- **Exercise details**
In the data below, find every line with the string "labels" and pull it out.

- **Data to process**
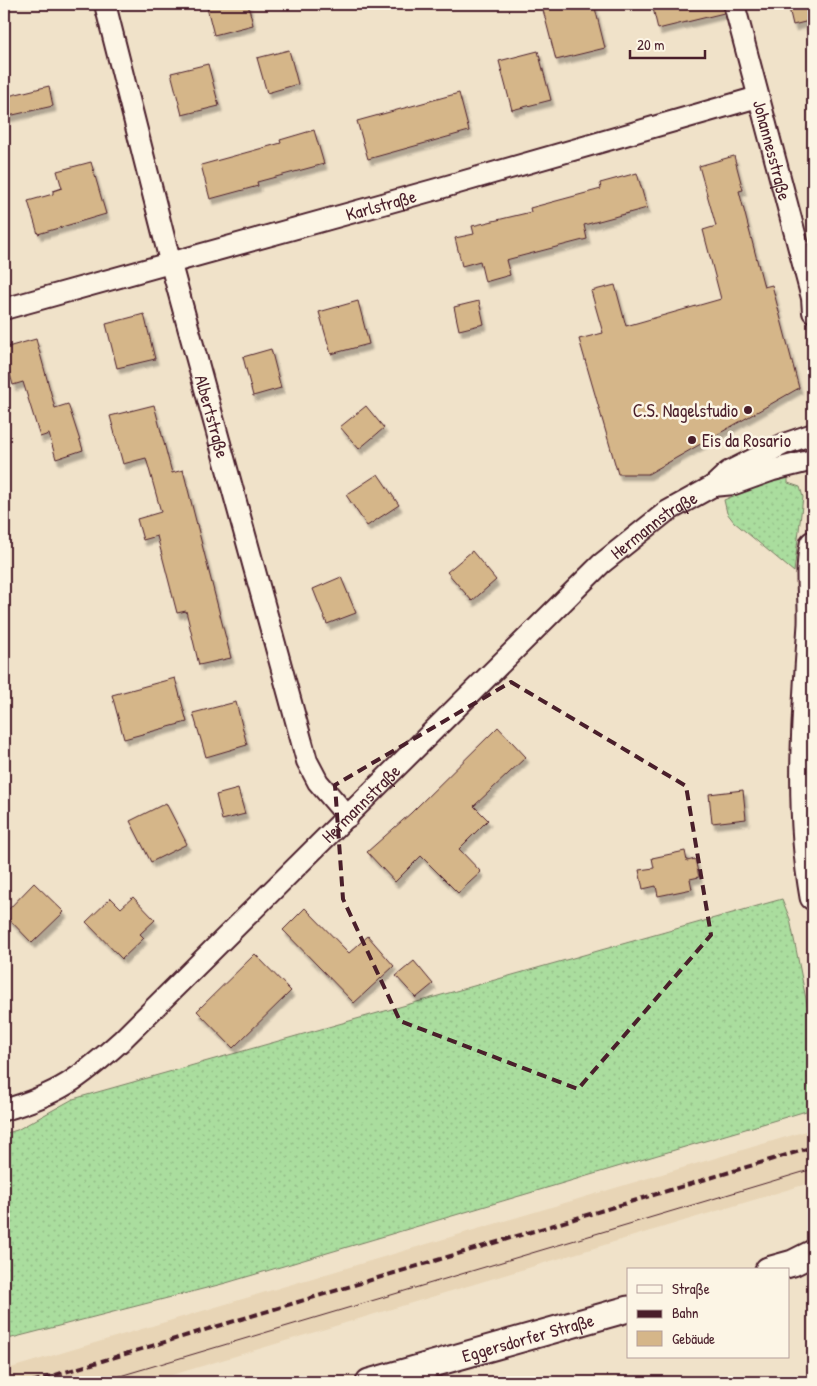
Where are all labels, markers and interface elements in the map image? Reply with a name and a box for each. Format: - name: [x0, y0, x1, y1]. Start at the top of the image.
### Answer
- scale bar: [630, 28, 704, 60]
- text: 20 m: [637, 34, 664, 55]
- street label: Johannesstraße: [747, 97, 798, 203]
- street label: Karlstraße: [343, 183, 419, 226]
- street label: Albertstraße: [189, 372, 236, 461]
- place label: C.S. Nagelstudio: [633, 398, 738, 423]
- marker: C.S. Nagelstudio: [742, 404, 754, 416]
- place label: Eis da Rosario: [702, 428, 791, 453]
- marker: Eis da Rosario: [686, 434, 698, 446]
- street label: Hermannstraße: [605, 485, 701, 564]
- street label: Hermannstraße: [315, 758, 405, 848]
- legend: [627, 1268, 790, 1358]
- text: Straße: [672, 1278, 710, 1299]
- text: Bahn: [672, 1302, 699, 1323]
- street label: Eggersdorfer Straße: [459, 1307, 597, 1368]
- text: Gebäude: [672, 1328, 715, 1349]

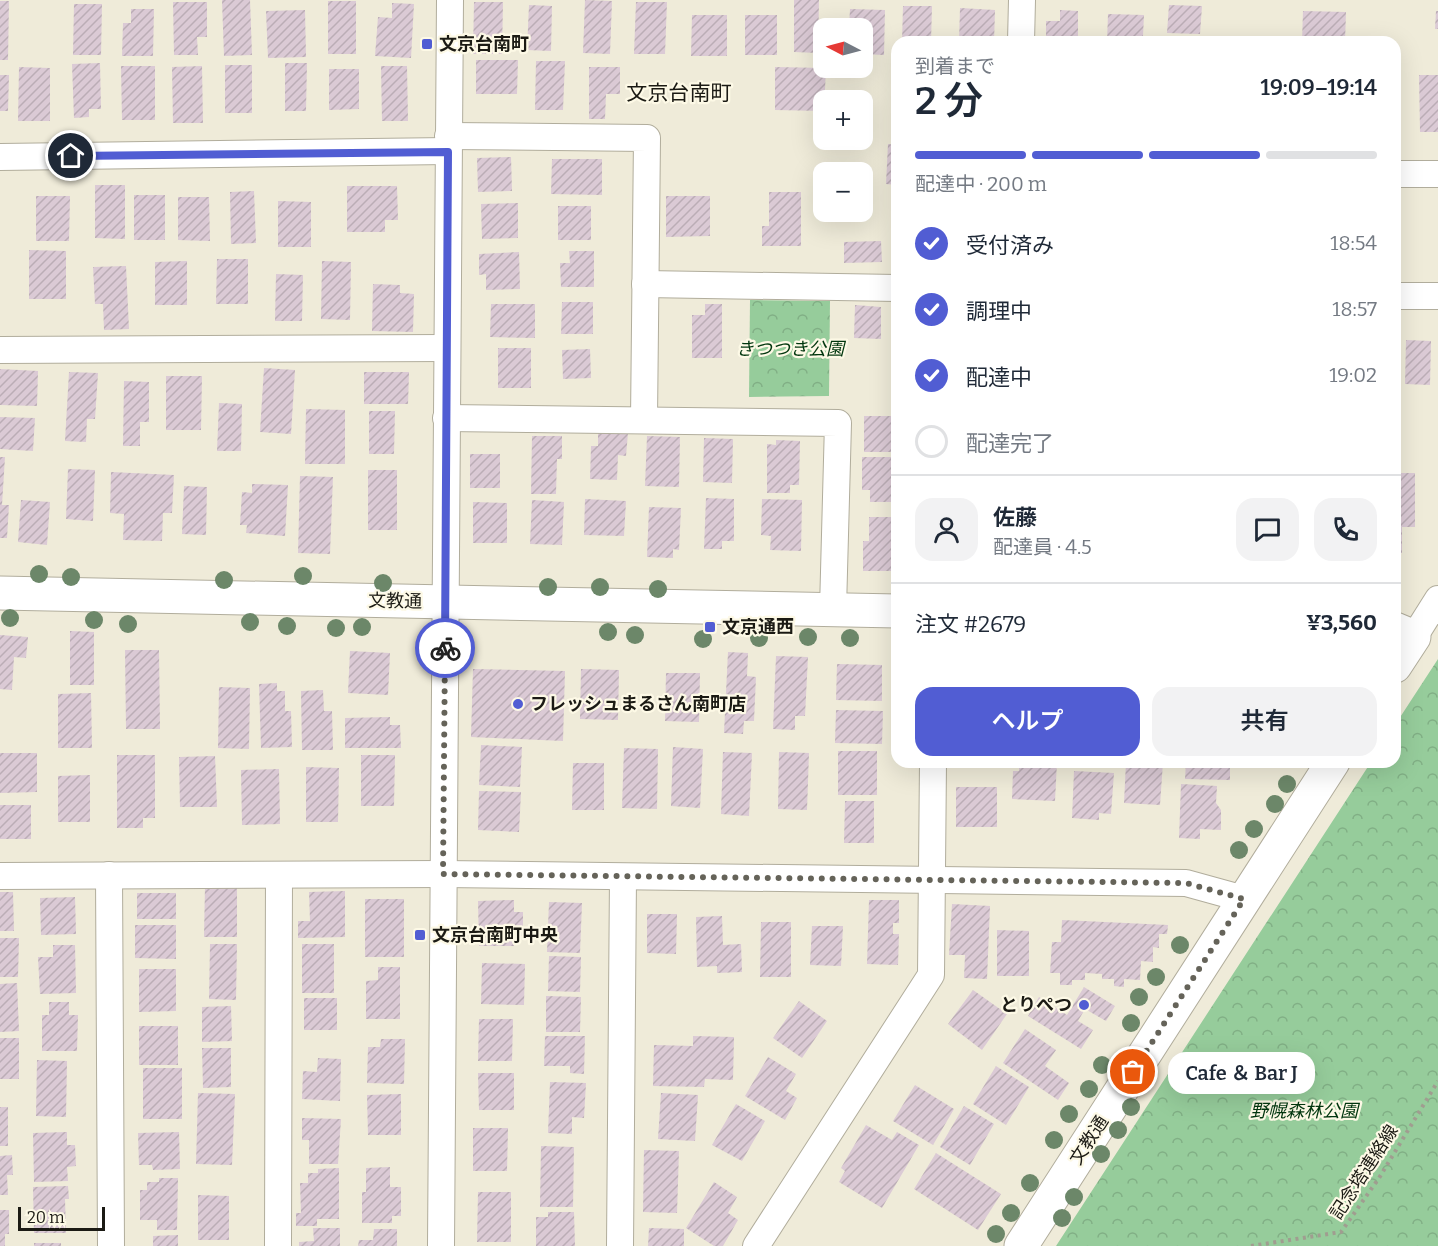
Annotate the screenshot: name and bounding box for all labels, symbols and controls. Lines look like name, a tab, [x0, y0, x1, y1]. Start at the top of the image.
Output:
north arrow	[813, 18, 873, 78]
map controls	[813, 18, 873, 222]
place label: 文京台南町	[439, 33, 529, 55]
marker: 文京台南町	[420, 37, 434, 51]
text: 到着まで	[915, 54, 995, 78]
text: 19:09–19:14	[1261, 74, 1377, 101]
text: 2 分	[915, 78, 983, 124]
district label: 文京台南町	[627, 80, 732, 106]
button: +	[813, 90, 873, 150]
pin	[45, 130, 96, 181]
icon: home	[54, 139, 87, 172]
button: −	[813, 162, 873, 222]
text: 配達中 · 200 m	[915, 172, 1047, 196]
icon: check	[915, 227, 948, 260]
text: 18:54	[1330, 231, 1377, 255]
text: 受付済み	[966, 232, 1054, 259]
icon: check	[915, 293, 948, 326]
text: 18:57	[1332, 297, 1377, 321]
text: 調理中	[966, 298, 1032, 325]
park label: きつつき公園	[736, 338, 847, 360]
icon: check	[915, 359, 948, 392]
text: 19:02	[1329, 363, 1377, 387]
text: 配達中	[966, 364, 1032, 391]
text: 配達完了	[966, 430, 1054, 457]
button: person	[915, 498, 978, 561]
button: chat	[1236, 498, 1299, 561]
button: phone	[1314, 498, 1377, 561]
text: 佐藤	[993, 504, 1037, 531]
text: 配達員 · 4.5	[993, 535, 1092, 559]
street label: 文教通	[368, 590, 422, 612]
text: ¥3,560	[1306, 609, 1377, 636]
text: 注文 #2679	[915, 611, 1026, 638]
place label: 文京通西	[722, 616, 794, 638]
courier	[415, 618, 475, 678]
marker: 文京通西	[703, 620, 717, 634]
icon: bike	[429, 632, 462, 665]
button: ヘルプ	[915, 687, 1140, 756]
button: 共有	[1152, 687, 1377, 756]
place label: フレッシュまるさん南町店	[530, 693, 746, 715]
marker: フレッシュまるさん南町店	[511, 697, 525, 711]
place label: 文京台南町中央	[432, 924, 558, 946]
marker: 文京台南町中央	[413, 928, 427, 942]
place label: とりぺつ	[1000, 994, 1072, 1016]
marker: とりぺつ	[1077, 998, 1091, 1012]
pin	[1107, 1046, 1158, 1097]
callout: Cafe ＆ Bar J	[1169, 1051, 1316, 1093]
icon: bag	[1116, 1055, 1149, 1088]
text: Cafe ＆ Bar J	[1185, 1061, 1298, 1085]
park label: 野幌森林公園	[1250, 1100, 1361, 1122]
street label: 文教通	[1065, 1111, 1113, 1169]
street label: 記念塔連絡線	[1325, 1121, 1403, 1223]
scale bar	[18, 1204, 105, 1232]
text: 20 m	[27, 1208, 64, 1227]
---
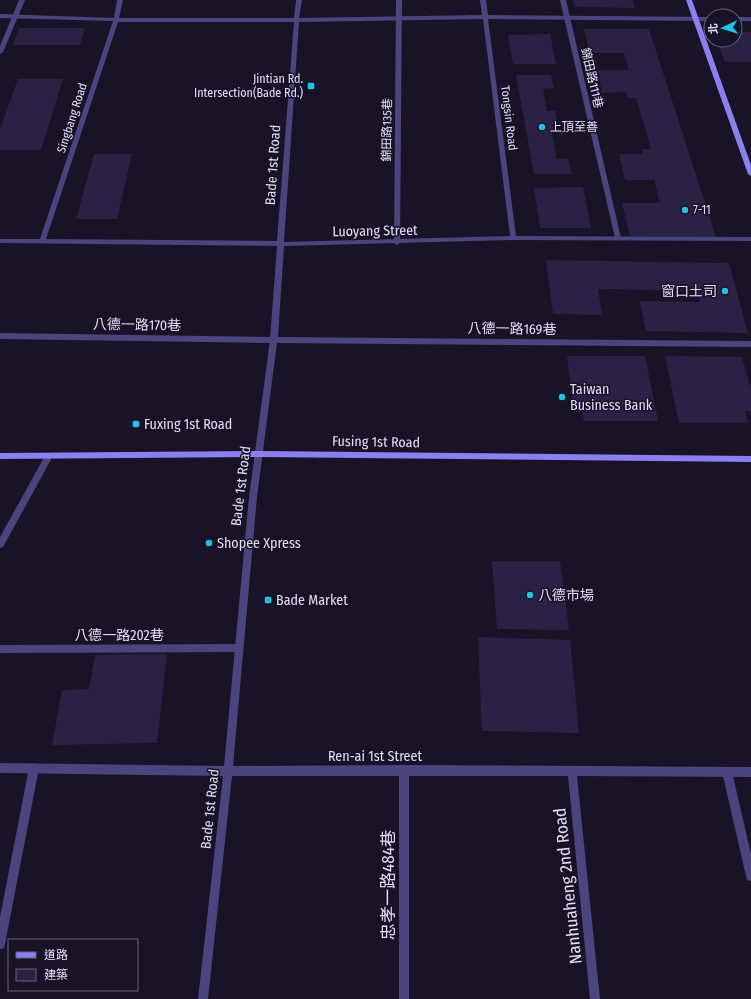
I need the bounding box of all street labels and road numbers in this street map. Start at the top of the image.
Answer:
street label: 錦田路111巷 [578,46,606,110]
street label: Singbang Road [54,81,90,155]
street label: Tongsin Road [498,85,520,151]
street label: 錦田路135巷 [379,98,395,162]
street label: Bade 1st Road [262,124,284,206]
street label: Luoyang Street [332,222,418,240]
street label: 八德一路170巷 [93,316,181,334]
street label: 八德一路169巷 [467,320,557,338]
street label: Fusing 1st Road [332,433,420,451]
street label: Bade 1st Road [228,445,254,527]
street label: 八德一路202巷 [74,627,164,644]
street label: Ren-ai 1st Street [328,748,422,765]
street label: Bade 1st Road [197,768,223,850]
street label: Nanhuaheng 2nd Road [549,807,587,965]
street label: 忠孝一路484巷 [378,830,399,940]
* * *
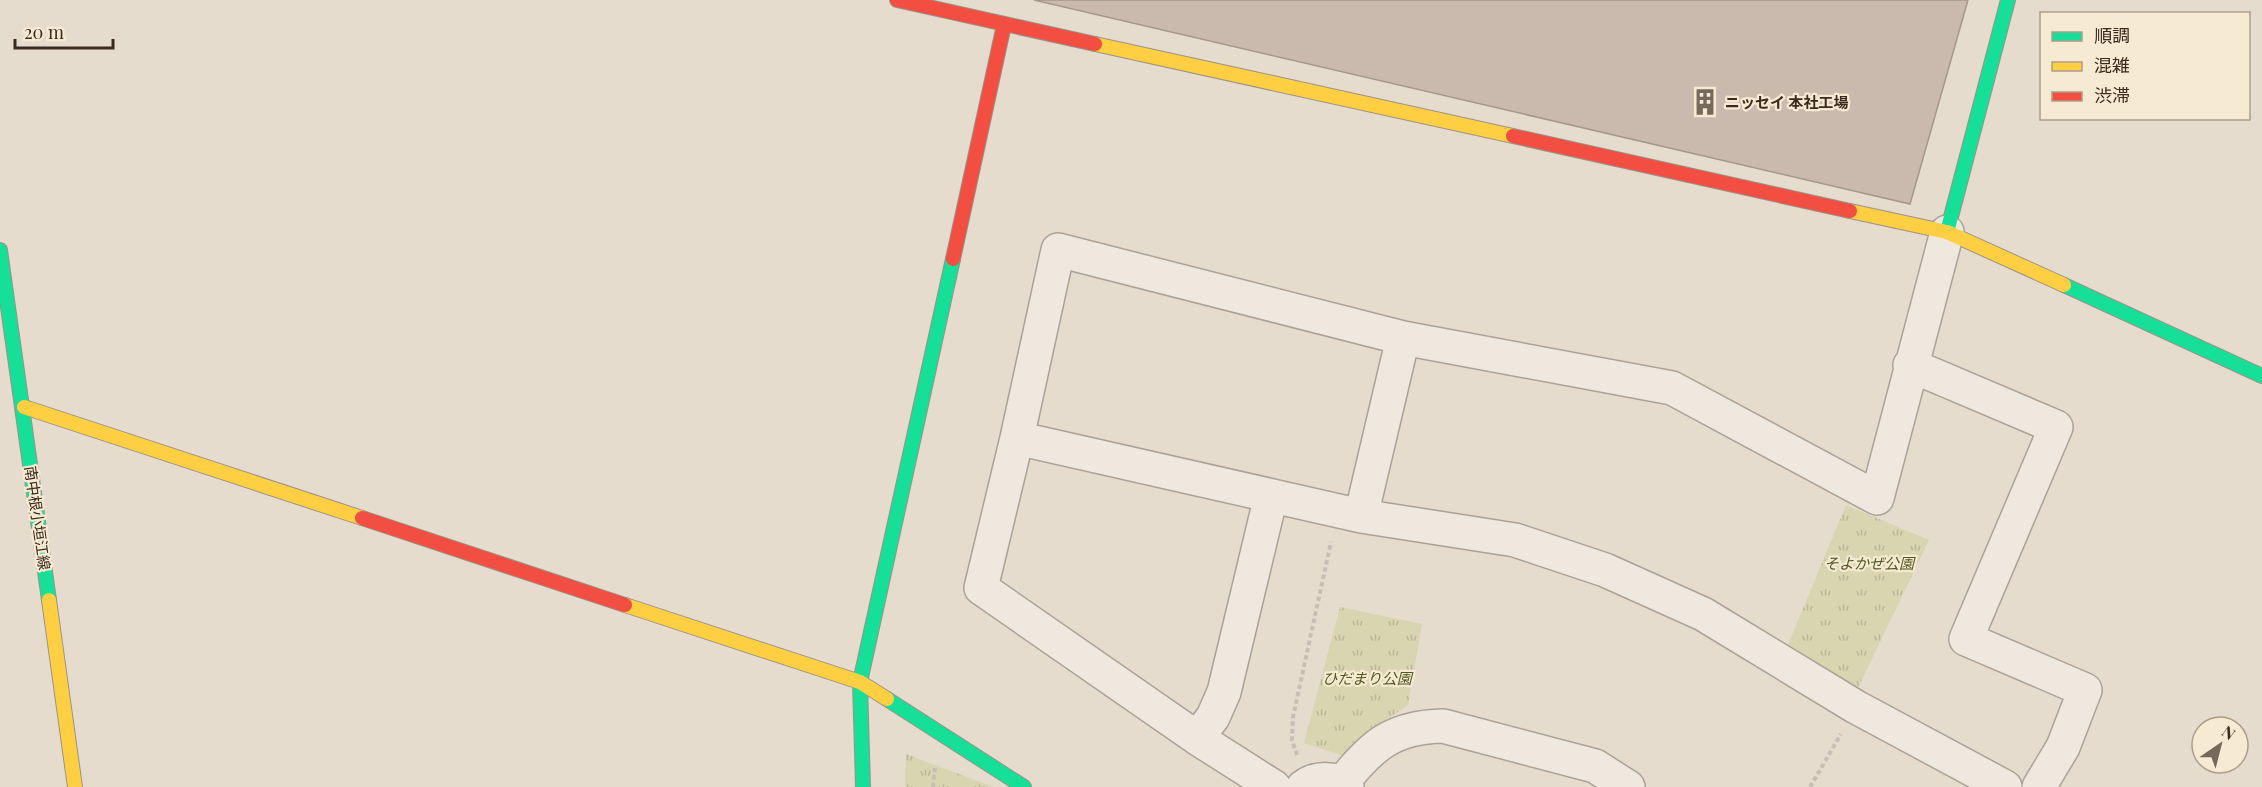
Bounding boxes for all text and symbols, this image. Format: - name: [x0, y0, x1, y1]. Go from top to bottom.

- **Answer for the task**
Where are all labels, markers and interface elements in the map image? Reply with a name and a box for each. Format: - name: [x0, y0, x1, y1]. Start at the top of the image.
Annotate the screenshot: name and bounding box for all labels, symbols and controls. Lines look like name, a tab, [x0, y0, x1, y1]. Start at the top of the image.
I need the bounding box of all street labels and road numbers in this street map. Start at the top of the image.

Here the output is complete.